Custom inference chips offer a path to dramatically better economics. Google has run its own inference infrastructure on Tensor Processing Units (TPUs) for over a decade, giving it structural cost advantages in operating Gemini at scale. Amazon’s Trainium and Inferentia chips serve similar purposes on AWS. By joining this club, OpenAI can negotiate better terms with cloud providers, reduce dependency on spot GPU markets, and improve the unit economics of every API call it delivers.
The strategic logic extends further: owning your hardware stack gives you control over roadmaps, supply chains, and the specific optimizations that matter most for your models. As OpenAI’s models grow more complex — and as inference-heavy applications like agentic AI require faster, cheaper compute — having dedicated silicon becomes not just a cost play but a competitive advantage.

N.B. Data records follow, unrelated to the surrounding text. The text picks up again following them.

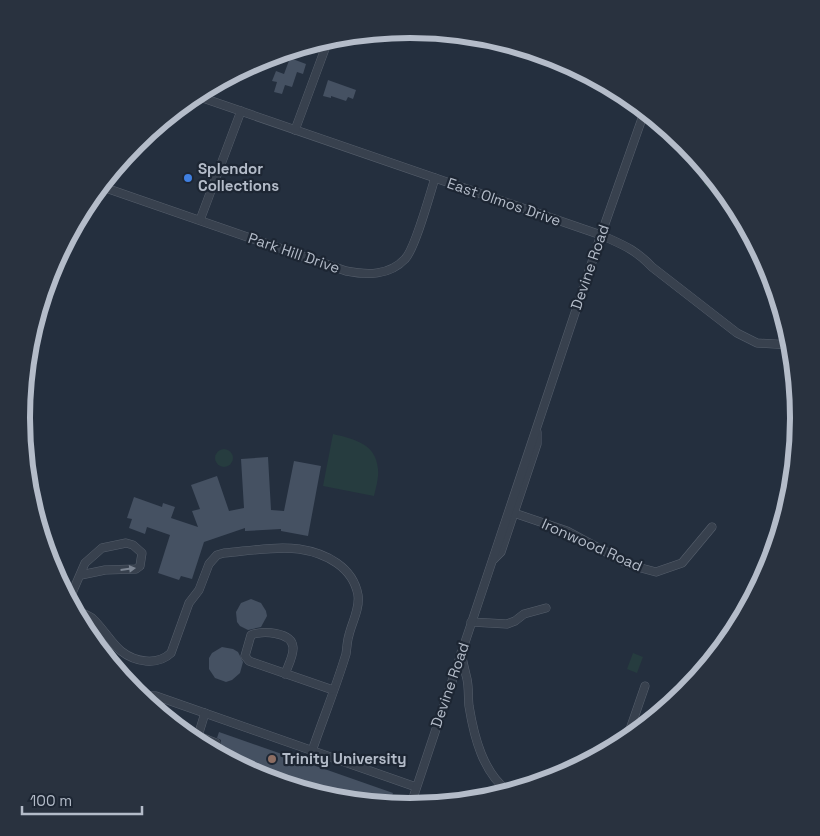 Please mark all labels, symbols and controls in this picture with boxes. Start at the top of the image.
place label: Splendor Collections [198,159,279,195]
marker: Splendor Collections [182,172,194,184]
street label: East Olmos Drive [445,173,564,230]
street label: Devine Road [566,222,613,312]
street label: Park Hill Drive [246,228,343,277]
street label: Ironwood Road [539,514,645,575]
one-way arrow [121,565,137,573]
street label: Devine Road [426,640,473,730]
place label: Trinity University [282,749,407,768]
marker: Trinity University [266,753,278,765]
scale bar [22,784,142,816]
text: 100 m [30,791,72,810] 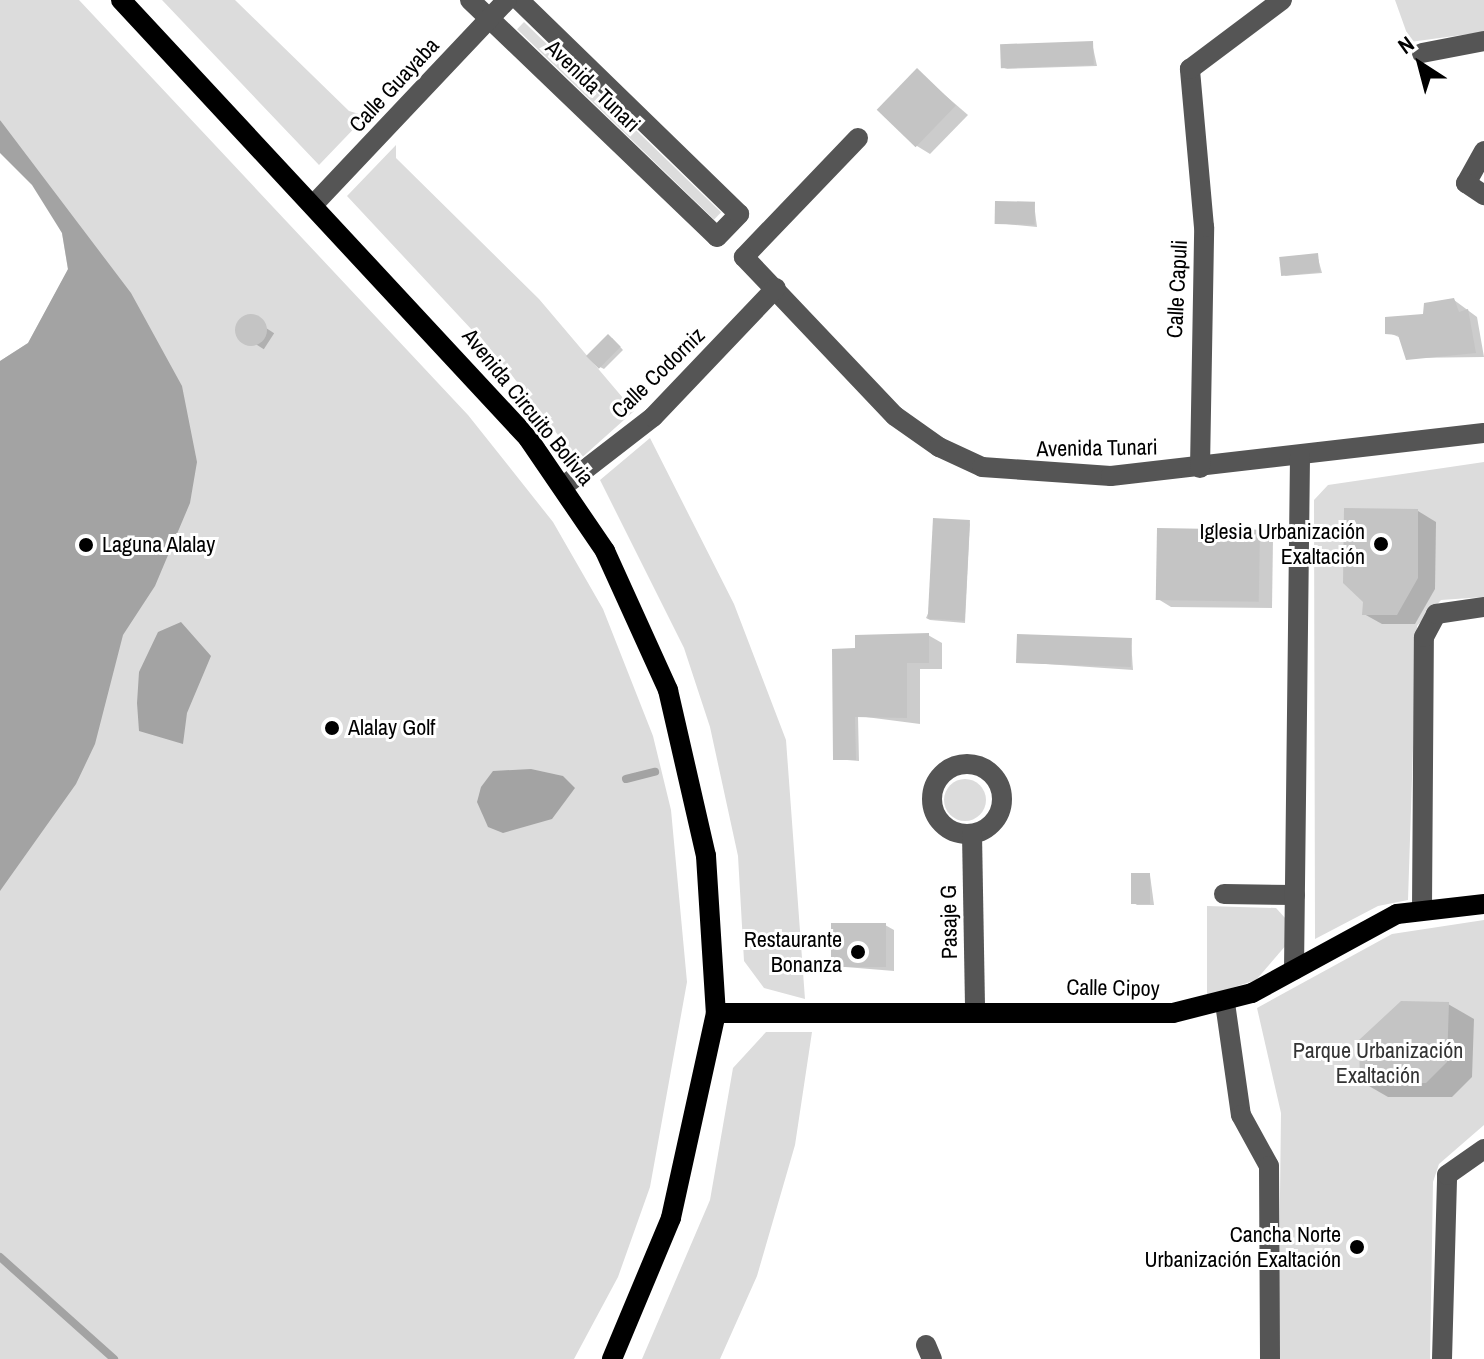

A Multi-Generation Commitment
OpenAI and Broadcom framed Jalapeño not as a one-off product but as the first step in a “multi-generation compute platform.” The partnership, officially announced in October 2025 before Jalapeño’s unveiling, envisions multiple iterations of custom AI accelerators, with scale expanding from initial deployment through gigawatt-scale data centers planned alongside Microsoft and other infrastructure partners.
That gigawatt-scale ambition is significant. A single gigawatt of data center power is approximately the combined electrical consumption of a mid-sized American city. OpenAI is planning, in other words, for an AI compute footprint measured in the same units as national power grids.
The Broader Chip Race
Jalapeño arrives at a pivotal moment in the AI hardware landscape. Qualcomm is reportedly in advanced talks to acquire RISC-V chip startup Tenstorrent for $8-10 billion. Samsung and SK Hynix are racing to supply the next-generation HBM memory that all these chips require. Nvidia’s monopoly on AI compute, while still commanding, is being chipped away — quite literally — from multiple directions simultaneously.
For the broader industry, each new custom chip from a major AI lab is a signal: the era of AI companies simply buying Nvidia’s latest GPU and calling it a strategy is ending. The companies that will dominate the next decade of AI are the ones building not just the models, but the full stack underneath them — the chips, the interconnects, the servers, and the data centers.
OpenAI just got much more serious about what that stack looks like.
Jalapeño is expected to begin deployment in OpenAI’s data centers before the end of 2026, with Broadcom, Celestica, and Microsoft as key partners in the rollout.